Aslında her şey bir maçla başladı. 6 Ağustos’ta Azerbaycan’ın Gebele ve Kıbrıs’ın Apollon Limassol takımları arasında oynanan rövanş maçında Azeri futbolcu Cavit Hüseynov penaltıda attığı gol sonrasında hakaret amaçlı el kol hareketi yaptı. Kıbrıs takımı, UEFA’dan Hüseynov ve takıma karşı yaptırım beklerken, UEFA ortada bir sorun olmadığını söyledi ve Hüseynov’un takımda oynamaya devam etme hakkı kazandırdı.
Söylentiye göre, maç sırasında Kıbrıslı takımın attığı ilk golden sonra Apollon fanları Azerbaycan bayrağını yakmaya çalışmışlar. Hüseynov’un hem el kol hareketi, hem de maç sonrasında Türkiye bayrağını sallaması bunlara bir tepkiydi.

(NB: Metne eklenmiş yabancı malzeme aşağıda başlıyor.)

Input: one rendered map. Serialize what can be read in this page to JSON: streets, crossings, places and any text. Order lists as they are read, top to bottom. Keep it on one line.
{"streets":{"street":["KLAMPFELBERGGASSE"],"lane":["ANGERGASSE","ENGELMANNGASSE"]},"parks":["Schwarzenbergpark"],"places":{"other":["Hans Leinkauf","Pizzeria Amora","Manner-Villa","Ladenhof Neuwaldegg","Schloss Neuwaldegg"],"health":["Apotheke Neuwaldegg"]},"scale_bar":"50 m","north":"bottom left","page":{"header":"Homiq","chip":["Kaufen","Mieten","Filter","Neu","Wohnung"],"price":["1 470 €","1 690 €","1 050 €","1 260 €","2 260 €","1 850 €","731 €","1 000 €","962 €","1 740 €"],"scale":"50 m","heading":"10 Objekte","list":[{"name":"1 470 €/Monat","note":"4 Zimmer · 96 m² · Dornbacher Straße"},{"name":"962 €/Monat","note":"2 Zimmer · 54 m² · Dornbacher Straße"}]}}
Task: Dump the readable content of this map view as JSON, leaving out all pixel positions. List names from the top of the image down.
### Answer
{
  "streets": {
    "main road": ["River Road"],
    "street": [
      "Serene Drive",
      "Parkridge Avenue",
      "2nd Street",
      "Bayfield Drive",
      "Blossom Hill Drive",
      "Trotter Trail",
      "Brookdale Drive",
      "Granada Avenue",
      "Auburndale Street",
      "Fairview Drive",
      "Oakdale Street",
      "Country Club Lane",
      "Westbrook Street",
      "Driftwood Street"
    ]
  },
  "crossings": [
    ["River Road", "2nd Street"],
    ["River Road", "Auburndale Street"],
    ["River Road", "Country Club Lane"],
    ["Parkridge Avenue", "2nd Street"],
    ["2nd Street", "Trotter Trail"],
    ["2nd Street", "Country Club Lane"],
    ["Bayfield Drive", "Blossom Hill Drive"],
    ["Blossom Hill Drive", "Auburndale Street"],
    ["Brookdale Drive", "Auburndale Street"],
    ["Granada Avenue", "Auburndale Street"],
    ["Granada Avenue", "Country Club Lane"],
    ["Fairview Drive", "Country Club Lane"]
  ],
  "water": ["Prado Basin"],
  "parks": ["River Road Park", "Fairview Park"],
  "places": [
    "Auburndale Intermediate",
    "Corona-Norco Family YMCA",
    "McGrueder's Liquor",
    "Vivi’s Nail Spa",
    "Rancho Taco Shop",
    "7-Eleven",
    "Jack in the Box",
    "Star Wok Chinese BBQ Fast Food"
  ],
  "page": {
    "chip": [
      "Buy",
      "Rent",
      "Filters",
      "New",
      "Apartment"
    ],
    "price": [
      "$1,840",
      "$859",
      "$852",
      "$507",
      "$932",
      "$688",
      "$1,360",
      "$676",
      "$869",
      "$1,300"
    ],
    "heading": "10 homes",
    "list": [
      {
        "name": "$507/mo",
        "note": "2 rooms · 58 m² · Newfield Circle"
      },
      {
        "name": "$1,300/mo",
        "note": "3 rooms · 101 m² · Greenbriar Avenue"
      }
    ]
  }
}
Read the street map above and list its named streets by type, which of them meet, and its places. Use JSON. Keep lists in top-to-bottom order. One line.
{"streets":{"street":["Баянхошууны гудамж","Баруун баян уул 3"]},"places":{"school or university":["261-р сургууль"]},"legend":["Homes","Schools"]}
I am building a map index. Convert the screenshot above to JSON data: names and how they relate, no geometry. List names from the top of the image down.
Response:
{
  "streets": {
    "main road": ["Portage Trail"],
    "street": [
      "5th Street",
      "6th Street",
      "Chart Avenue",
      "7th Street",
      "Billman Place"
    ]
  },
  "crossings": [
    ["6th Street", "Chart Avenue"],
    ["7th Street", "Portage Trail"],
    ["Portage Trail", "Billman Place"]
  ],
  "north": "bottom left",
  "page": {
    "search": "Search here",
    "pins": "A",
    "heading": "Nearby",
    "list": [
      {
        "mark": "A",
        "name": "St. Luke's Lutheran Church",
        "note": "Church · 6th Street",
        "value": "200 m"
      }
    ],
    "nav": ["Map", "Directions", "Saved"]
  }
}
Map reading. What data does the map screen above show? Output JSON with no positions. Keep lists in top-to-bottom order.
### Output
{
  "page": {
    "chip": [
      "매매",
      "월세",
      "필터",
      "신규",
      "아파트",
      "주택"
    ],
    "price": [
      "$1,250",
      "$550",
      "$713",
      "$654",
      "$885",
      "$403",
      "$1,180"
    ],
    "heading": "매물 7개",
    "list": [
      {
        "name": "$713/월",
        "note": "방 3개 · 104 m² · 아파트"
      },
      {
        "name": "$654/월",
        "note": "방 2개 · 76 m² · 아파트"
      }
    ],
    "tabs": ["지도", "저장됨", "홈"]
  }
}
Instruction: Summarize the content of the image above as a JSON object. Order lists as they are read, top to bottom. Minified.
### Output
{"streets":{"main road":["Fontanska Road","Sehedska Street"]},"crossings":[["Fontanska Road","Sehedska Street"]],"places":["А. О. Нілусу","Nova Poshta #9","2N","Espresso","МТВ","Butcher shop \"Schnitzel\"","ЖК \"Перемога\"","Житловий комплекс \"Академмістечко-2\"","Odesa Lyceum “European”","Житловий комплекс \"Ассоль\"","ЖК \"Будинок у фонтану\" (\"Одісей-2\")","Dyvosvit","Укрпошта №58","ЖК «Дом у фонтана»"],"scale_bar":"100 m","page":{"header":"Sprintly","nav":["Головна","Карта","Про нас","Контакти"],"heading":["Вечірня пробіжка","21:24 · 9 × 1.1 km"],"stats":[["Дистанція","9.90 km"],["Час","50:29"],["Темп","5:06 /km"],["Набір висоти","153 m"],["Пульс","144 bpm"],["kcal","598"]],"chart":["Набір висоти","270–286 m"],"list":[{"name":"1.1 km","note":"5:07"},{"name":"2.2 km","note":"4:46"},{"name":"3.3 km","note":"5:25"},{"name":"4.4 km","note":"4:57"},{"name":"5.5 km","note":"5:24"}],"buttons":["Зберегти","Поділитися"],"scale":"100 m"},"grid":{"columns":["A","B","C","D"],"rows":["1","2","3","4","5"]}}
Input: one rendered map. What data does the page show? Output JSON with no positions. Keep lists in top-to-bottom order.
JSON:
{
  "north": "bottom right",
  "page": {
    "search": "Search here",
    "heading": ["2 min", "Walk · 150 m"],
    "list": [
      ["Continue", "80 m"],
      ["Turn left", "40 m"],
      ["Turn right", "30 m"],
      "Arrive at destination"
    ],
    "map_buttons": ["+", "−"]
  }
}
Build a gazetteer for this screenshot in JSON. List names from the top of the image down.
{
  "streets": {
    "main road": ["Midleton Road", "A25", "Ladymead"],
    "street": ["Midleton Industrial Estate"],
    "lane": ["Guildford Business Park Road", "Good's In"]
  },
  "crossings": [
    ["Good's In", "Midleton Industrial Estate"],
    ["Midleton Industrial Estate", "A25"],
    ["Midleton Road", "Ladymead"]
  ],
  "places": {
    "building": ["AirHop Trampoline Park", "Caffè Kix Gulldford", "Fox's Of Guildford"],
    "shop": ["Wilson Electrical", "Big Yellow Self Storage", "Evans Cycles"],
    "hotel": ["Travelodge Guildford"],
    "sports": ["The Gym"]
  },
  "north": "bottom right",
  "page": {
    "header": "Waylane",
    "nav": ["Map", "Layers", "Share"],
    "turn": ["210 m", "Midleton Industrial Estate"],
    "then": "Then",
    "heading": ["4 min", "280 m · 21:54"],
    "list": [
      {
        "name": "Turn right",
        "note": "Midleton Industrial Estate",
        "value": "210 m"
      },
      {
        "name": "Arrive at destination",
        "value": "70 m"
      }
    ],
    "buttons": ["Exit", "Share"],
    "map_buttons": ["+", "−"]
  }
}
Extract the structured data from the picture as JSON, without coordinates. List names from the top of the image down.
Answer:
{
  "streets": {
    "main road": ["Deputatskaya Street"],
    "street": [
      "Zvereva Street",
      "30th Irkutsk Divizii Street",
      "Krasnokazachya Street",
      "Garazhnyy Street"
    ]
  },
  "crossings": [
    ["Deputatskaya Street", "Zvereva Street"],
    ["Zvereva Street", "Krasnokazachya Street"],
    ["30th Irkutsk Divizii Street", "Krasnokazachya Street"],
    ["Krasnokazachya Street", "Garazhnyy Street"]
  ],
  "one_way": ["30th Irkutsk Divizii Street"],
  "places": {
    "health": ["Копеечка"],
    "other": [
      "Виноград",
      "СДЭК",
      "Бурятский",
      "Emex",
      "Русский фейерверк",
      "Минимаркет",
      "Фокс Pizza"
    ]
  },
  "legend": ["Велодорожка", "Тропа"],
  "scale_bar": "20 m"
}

Maç sonrası yapılan basın açıklamasında Kıbrıslı gazetecinin Azeri futbolcuya “Neden Türk bayrağını salladınız?” sorusuna ise futbolcu sert biçimde “Çünkü Azerbaycan ve Türkiye böyle” diyerek gazetecinin nerdeyse yüzüne değecek şekilde ellerini yumruk yaparak toplantıyı terk etti.
Kameralara yansıyan bu hareketi, Rasim Aliyev de izledi. Azeri futbolcunun sergilediği tavır ve hareketlerinden rahatsızlık duyan Rasim Aliyev, duyduğu rahatsızlığını sosyal medyada şöyle ifade etti: ‘Bu kadar ahlaksız, terbiyesiz ve kendini kontrol edemeyen bir futbolcunun beni Avrupa sahalarında temsil etmesini istemiyorum.”
Kısa bir süre sonra telefon geldi Rasim Aliyev’e. Kendisini Cavit Hüseynov’un halasının oğlu olarak tanıtan kişi, Aliyev’e telefonda küfür etti. Ardından Aliyev’i futbolcunun kendisi aradı ve hareketlerinin yanlış anlaşıldığını, onun sadece Azerbaycan ve Türkiye arasındaki arkadaşlığı vurgulamak istediğini dile getirdi. Aliyev, bunların hepsini anlayışla karşıladı ve ortada bir sorun olmadığını söyledi. Yalnız olay burada bitmedi. Cavit’in aramasından kısa süre sonra, Aliyev’i tekrar Cavit’ın halasının oğlu aradı. Israrla Aliyev’le görüşmek istediğini söyledi. Aliyev, her ne kadar da buna ihtiyaç olmadığını söylese de ikna edemedi ve buluşmayı kabul etti.
Rasim Aliyev, bir saat sonra arabasıyla Cavit Hüseynov’un kuzeni olan kişiyle buluşmaya gitti. Tam elini sıktığı an, arkadan Rasim’in sol kulağına ağır bir darbe geldi. Yere düşen Rasim, 5-6 kişilik bir grup tarafından saldırıya uğrayarak 30-40 saniye boyunca dövüldü. Sonrasında Rasim’in telefonunu ve cüzdanını çalıp kaçtılar.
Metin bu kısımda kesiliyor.